AutoVerifier: An Agentic Automated Verification Framework Using Large Language Models
Summary: arXiv:2604.02617v1 Announce Type: new
Abstract
Scientific and Technical Intelligence (S&TI) analysis requires verifying complex technical claims across rapidly growing literature, where existing approaches fail to bridge the verification gap between surface-level accuracy and deeper methodological validity.

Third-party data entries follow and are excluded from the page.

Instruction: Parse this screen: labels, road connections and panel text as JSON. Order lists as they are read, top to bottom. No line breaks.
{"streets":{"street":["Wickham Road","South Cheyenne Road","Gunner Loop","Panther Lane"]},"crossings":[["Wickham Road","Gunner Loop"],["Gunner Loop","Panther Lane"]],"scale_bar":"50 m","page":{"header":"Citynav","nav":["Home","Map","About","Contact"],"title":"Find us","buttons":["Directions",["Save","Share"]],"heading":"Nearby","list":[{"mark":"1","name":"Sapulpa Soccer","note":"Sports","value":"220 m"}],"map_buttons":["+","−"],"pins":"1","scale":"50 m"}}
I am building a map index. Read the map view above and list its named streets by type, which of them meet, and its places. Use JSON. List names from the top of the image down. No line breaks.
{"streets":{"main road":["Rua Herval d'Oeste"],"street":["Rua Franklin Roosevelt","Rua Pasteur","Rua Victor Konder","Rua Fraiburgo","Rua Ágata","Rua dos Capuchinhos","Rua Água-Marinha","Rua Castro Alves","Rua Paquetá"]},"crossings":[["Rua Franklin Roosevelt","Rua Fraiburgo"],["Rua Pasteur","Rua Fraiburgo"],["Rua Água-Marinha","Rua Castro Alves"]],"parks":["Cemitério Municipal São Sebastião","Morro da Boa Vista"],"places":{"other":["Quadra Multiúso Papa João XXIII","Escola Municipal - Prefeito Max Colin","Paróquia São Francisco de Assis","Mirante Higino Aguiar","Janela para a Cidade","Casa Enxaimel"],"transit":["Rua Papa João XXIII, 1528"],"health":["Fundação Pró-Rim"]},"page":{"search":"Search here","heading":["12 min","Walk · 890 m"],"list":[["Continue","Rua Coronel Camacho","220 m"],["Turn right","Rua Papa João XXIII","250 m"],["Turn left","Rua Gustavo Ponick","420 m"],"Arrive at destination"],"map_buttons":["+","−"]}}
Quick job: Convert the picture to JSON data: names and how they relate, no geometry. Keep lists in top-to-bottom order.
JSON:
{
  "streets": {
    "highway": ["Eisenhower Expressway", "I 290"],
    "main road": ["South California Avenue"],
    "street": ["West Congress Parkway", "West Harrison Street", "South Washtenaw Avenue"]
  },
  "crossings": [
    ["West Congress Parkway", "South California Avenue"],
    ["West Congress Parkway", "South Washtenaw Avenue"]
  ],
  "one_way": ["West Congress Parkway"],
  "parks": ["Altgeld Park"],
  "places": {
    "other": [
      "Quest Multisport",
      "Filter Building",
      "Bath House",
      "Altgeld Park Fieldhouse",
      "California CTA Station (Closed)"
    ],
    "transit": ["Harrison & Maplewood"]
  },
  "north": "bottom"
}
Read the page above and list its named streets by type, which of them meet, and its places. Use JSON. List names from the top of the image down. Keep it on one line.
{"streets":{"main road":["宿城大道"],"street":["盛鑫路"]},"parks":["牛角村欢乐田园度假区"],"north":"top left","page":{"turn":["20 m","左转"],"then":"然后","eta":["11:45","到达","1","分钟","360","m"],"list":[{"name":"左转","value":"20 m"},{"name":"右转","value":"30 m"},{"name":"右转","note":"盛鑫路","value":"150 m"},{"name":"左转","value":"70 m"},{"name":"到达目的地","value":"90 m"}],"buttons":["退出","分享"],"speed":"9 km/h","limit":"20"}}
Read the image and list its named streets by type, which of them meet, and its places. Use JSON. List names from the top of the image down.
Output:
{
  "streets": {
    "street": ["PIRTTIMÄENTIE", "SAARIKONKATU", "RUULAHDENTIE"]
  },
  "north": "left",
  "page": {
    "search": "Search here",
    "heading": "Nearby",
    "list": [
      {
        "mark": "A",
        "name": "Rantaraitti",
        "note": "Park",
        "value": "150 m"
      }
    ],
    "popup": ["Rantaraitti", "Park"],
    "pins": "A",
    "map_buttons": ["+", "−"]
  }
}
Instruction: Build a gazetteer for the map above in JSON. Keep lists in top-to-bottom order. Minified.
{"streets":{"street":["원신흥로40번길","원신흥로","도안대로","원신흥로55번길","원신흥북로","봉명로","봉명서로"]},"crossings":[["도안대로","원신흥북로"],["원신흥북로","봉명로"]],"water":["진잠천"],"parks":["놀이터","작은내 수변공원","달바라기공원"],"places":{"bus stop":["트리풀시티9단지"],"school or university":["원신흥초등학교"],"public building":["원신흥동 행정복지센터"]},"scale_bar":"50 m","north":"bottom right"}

We present AutoVerifier, an LLM-based agentic framework that automates end-to-end verification of technical claims without requiring domain expertise.
The Framework
AutoVerifier decomposes every technical assertion into structured claim triples of the form (Subject, Predicate, Object), constructing knowledge graphs that enable structured reasoning across six progressively enriching layers:
- Corpus construction and ingestion
- Entity and claim extraction
- Intra-document verification
- Cross-source verification
- External signal corroboration
- Final hypothesis matrix generation
Application in Quantum Computing
We demonstrate AutoVerifier on a contested quantum computing claim, where the framework, operated by analysts with no quantum expertise, automatically identified overclaims and metric inconsistencies within the target paper. The system was able to:
- Trace cross-source contradictions
- Uncover undisclosed commercial conflicts of interest
- Produce a final assessment of the claim’s validity
Significance of Findings
These results show that structured LLM verification can reliably evaluate the validity and maturity of emerging technologies. By turning raw technical documents into traceable, evidence-backed intelligence assessments, AutoVerifier represents a significant advancement in the field of automated verification.
Conclusion
In conclusion, AutoVerifier has the potential to revolutionize the way technical claims are verified in scientific literature. By leveraging large language models, it provides a framework that simplifies the verification process, making it accessible to analysts without specialized knowledge. This innovation could enhance the quality and reliability of scientific discourse, paving the way for more robust technological advancements.